> [TASK STATEMENT]:
Only the lines from the top of the listing below through the line containing "For a GIS import: Dump" should be output, exactly and with no pictures.

> [DATASET EXCERPTS]:
━━━━

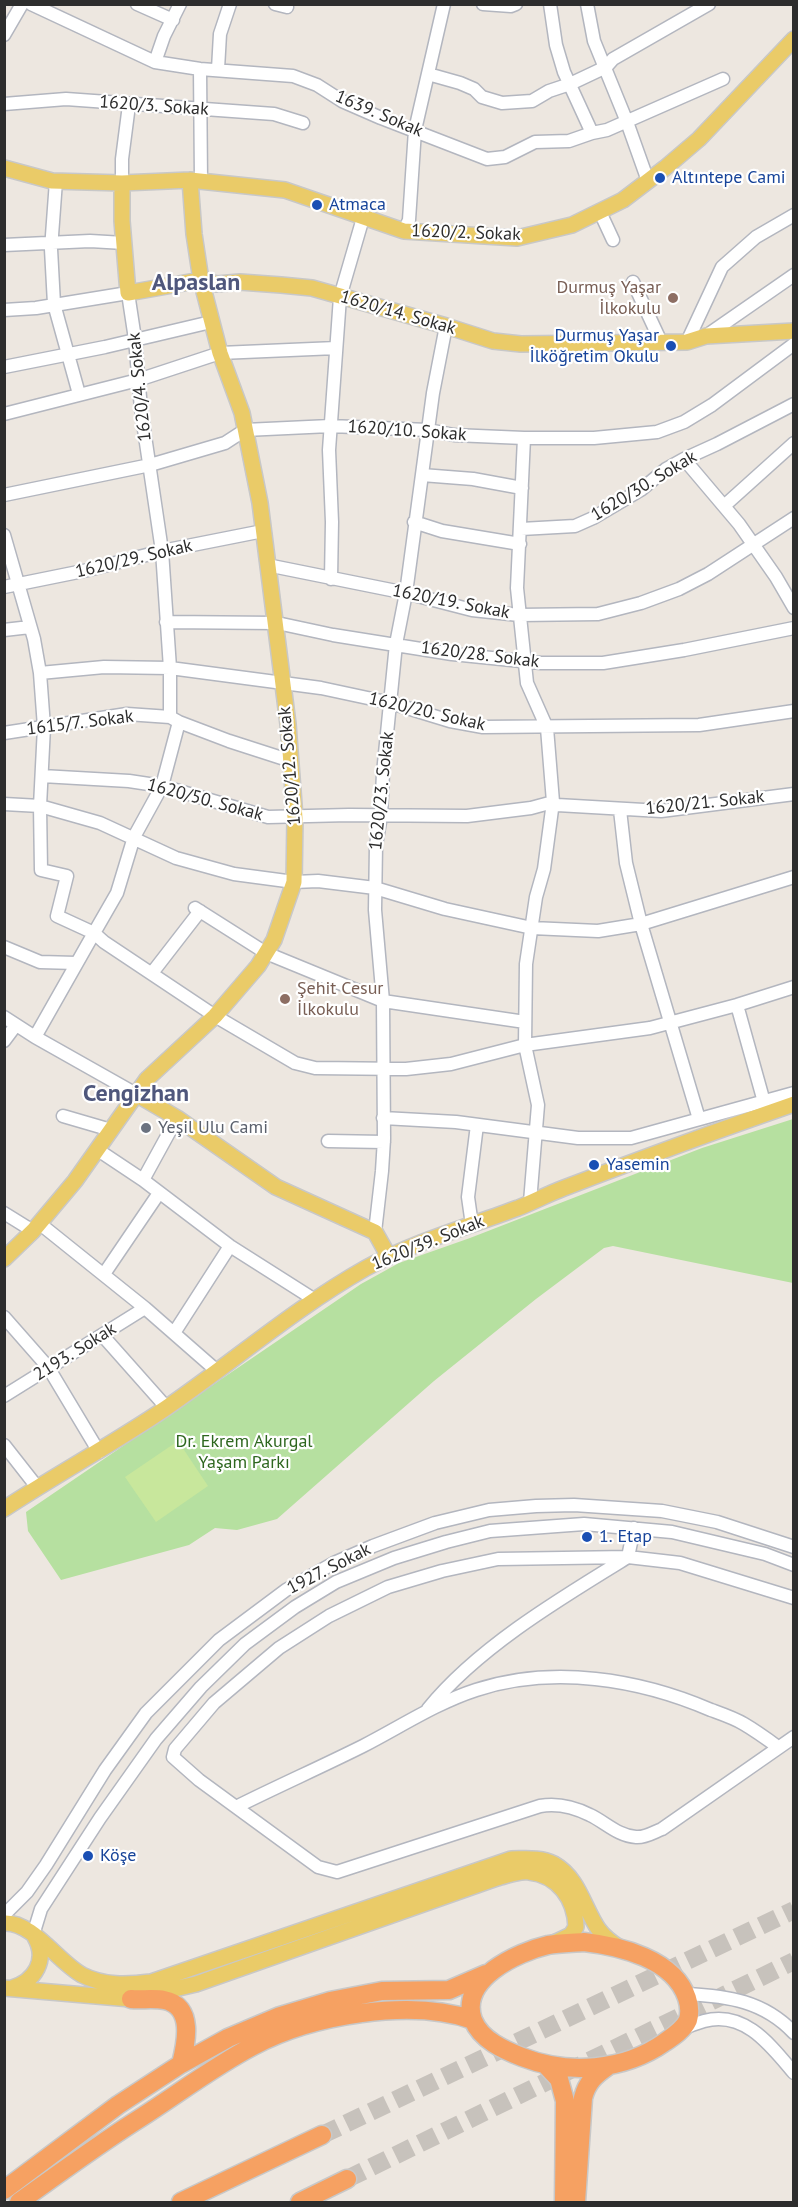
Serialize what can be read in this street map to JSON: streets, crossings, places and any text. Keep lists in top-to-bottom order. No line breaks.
{"streets":{"main road":["1620/2. Sokak","1620/14. Sokak","1620/4. Sokak","1620/12. Sokak","1620/39. Sokak"],"street":["1620/3. Sokak","1639. Sokak","1620/10. Sokak","1620/30. Sokak","1620/29. Sokak","1620/19. Sokak","1620/28. Sokak","1620/20. Sokak","1615/7. Sokak","1620/23. Sokak","1620/50. Sokak","1620/21. Sokak","2193. Sokak","1927. Sokak"]},"crossings":[["1620/3. Sokak","1620/4. Sokak"],["1620/2. Sokak","1620/4. Sokak"],["1620/2. Sokak","1620/12. Sokak"],["1620/14. Sokak","1620/4. Sokak"],["1620/14. Sokak","1620/12. Sokak"],["1620/14. Sokak","1620/23. Sokak"],["1620/4. Sokak","1620/10. Sokak"],["1620/4. Sokak","1620/29. Sokak"],["1620/4. Sokak","1620/28. Sokak"],["1620/4. Sokak","1620/20. Sokak"],["1620/4. Sokak","1615/7. Sokak"],["1620/4. Sokak","1620/50. Sokak"],["1620/10. Sokak","1620/12. Sokak"],["1620/10. Sokak","1620/23. Sokak"],["1620/29. Sokak","1620/12. Sokak"],["1620/19. Sokak","1620/12. Sokak"],["1620/19. Sokak","1620/23. Sokak"],["1620/28. Sokak","1620/12. Sokak"],["1620/28. Sokak","1620/23. Sokak"],["1620/20. Sokak","1620/12. Sokak"],["1620/20. Sokak","1620/23. Sokak"],["1615/7. Sokak","1620/12. Sokak"],["1620/12. Sokak","1620/50. Sokak"],["1620/12. Sokak","1620/21. Sokak"],["1620/23. Sokak","1620/21. Sokak"],["1620/50. Sokak","1620/21. Sokak"]],"districts":["Alpaslan","Cengizhan"],"parks":["Dr. Ekrem Akurgal Yaşam Parkı"],"places":["Altıntepe Cami","Atmaca","Durmuş Yaşar İlkokulu","Durmuş Yaşar İlköğretim Okulu","Şehit Cesur İlkokulu","Yeşil Ulu Cami","Yasemin","1. Etap","Köşe"]}
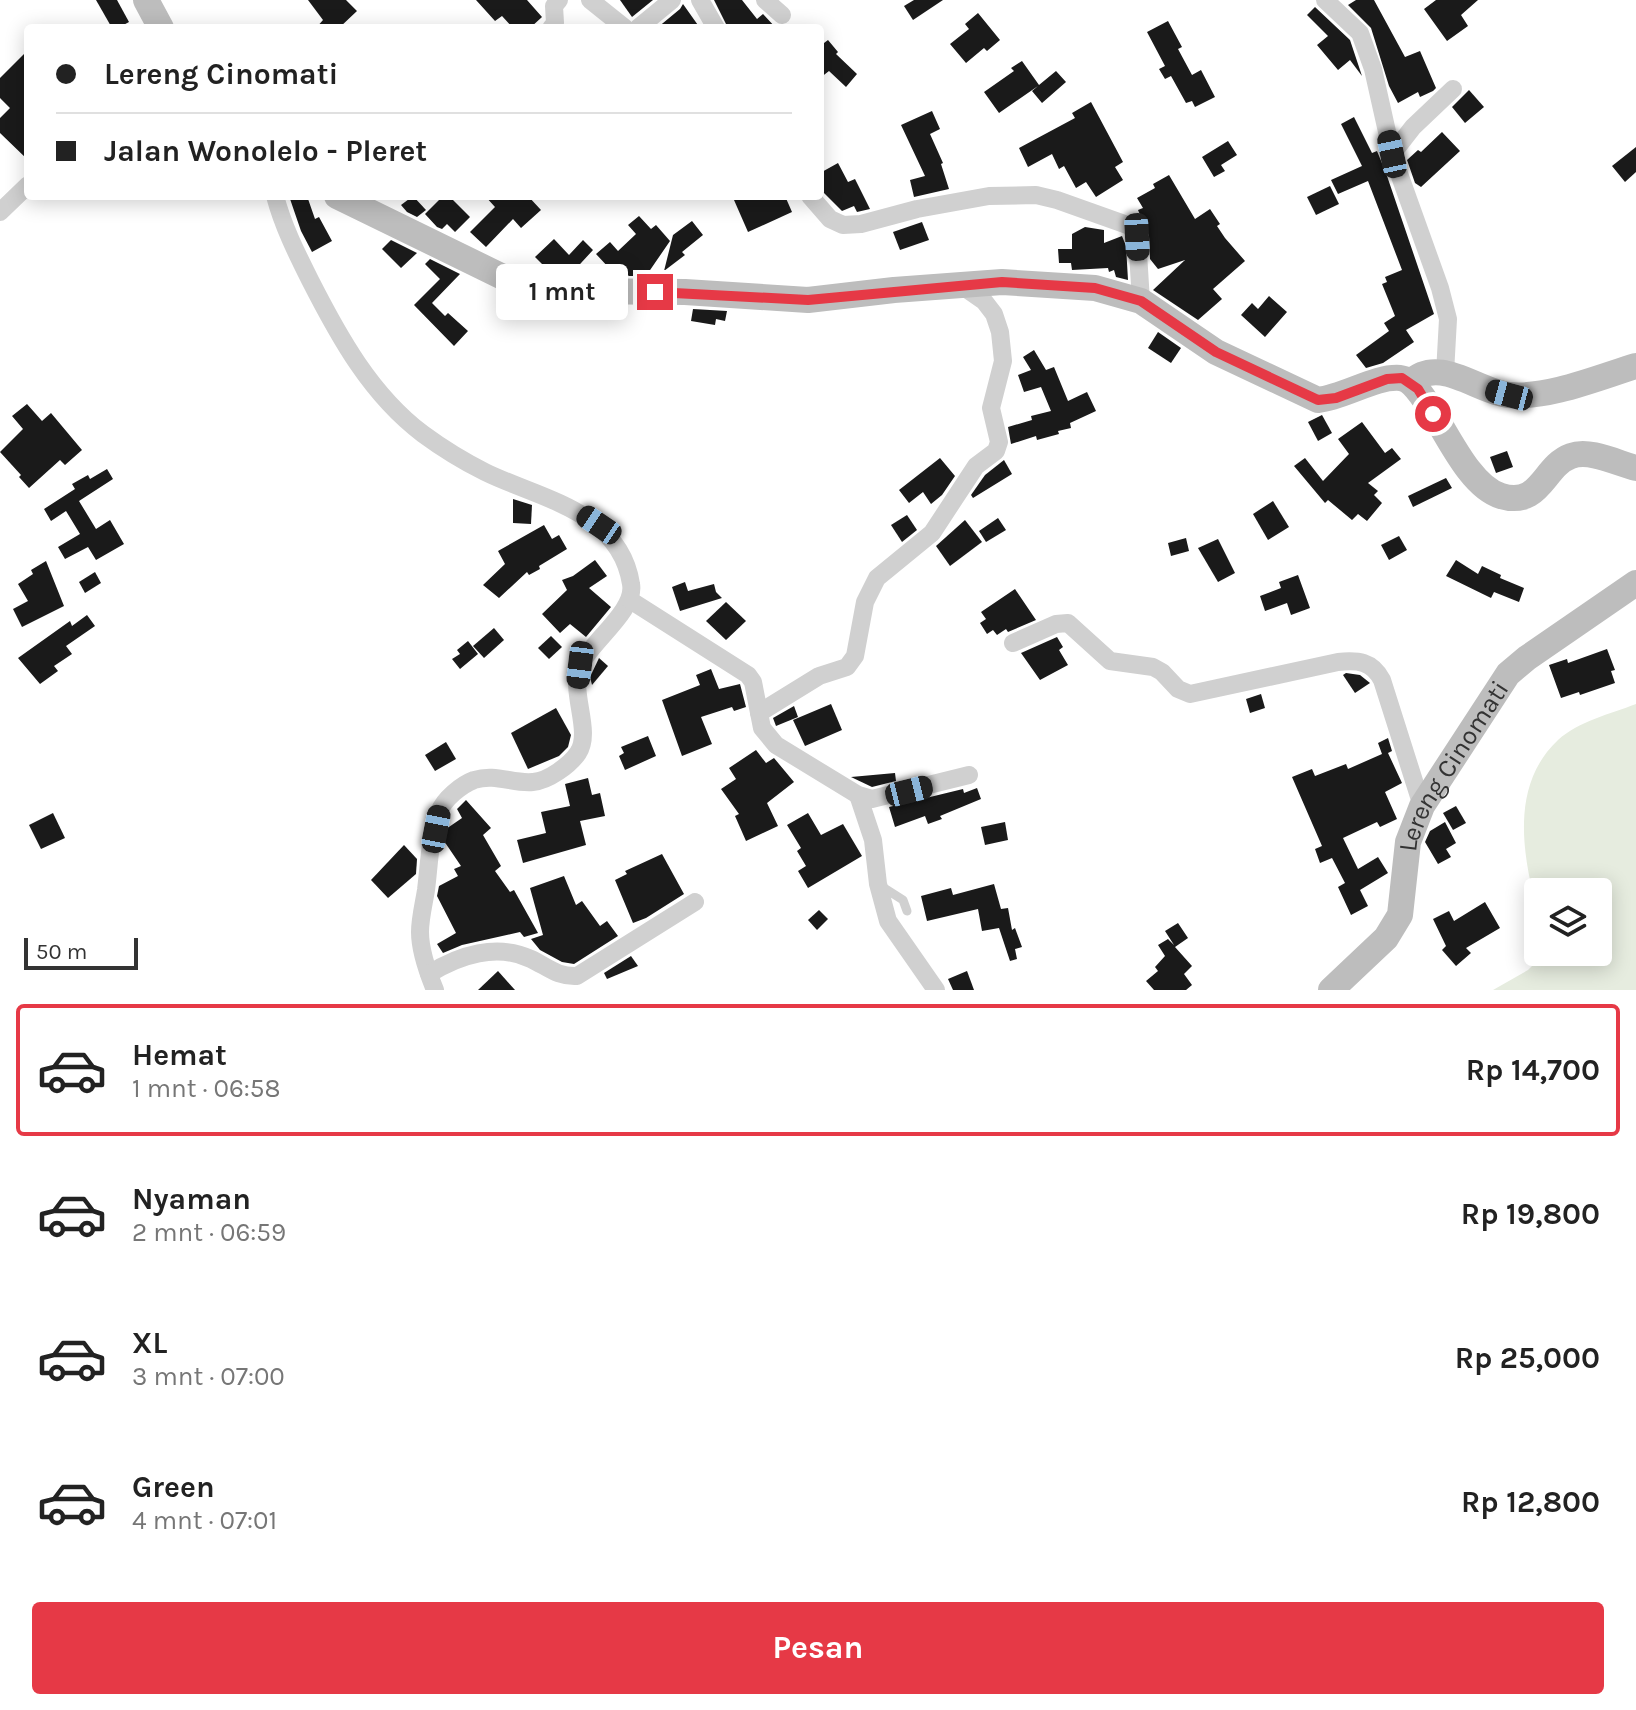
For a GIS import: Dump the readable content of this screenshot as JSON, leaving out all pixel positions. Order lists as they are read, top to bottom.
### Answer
{
  "streets": {
    "main road": ["Lereng Cinomati"]
  },
  "scale_bar": "50 m",
  "page": {
    "banner": ["Lereng Cinomati", "Jalan Wonolelo - Pleret"],
    "bubble": "1 mnt",
    "scale": "50 m",
    "list": [
      {
        "name": "Hemat",
        "note": "1 mnt · 06:58",
        "value": "Rp 14,700"
      },
      {
        "name": "Nyaman",
        "note": "2 mnt · 06:59",
        "value": "Rp 19,800"
      },
      {
        "name": "XL",
        "note": "3 mnt · 07:00",
        "value": "Rp 25,000"
      },
      {
        "name": "Green",
        "note": "4 mnt · 07:01",
        "value": "Rp 12,800"
      }
    ],
    "buttons": "Pesan"
  }
}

━━━━

> [RESULT OF THIS TASK]:
Serialize what can be read in this street map to JSON: streets, crossings, places and any text. Keep lists in top-to-bottom order. No line breaks.
{"streets":{"main road":["1620/2. Sokak","1620/14. Sokak","1620/4. Sokak","1620/12. Sokak","1620/39. Sokak"],"street":["1620/3. Sokak","1639. Sokak","1620/10. Sokak","1620/30. Sokak","1620/29. Sokak","1620/19. Sokak","1620/28. Sokak","1620/20. Sokak","1615/7. Sokak","1620/23. Sokak","1620/50. Sokak","1620/21. Sokak","2193. Sokak","1927. Sokak"]},"crossings":[["1620/3. Sokak","1620/4. Sokak"],["1620/2. Sokak","1620/4. Sokak"],["1620/2. Sokak","1620/12. Sokak"],["1620/14. Sokak","1620/4. Sokak"],["1620/14. Sokak","1620/12. Sokak"],["1620/14. Sokak","1620/23. Sokak"],["1620/4. Sokak","1620/10. Sokak"],["1620/4. Sokak","1620/29. Sokak"],["1620/4. Sokak","1620/28. Sokak"],["1620/4. Sokak","1620/20. Sokak"],["1620/4. Sokak","1615/7. Sokak"],["1620/4. Sokak","1620/50. Sokak"],["1620/10. Sokak","1620/12. Sokak"],["1620/10. Sokak","1620/23. Sokak"],["1620/29. Sokak","1620/12. Sokak"],["1620/19. Sokak","1620/12. Sokak"],["1620/19. Sokak","1620/23. Sokak"],["1620/28. Sokak","1620/12. Sokak"],["1620/28. Sokak","1620/23. Sokak"],["1620/20. Sokak","1620/12. Sokak"],["1620/20. Sokak","1620/23. Sokak"],["1615/7. Sokak","1620/12. Sokak"],["1620/12. Sokak","1620/50. Sokak"],["1620/12. Sokak","1620/21. Sokak"],["1620/23. Sokak","1620/21. Sokak"],["1620/50. Sokak","1620/21. Sokak"]],"districts":["Alpaslan","Cengizhan"],"parks":["Dr. Ekrem Akurgal Yaşam Parkı"],"places":["Altıntepe Cami","Atmaca","Durmuş Yaşar İlkokulu","Durmuş Yaşar İlköğretim Okulu","Şehit Cesur İlkokulu","Yeşil Ulu Cami","Yasemin","1. Etap","Köşe"]}
For a GIS import: Dump the readable content of this screenshot as JSON, leaving out all pixel positions. Order lists as they are read, top to bottom.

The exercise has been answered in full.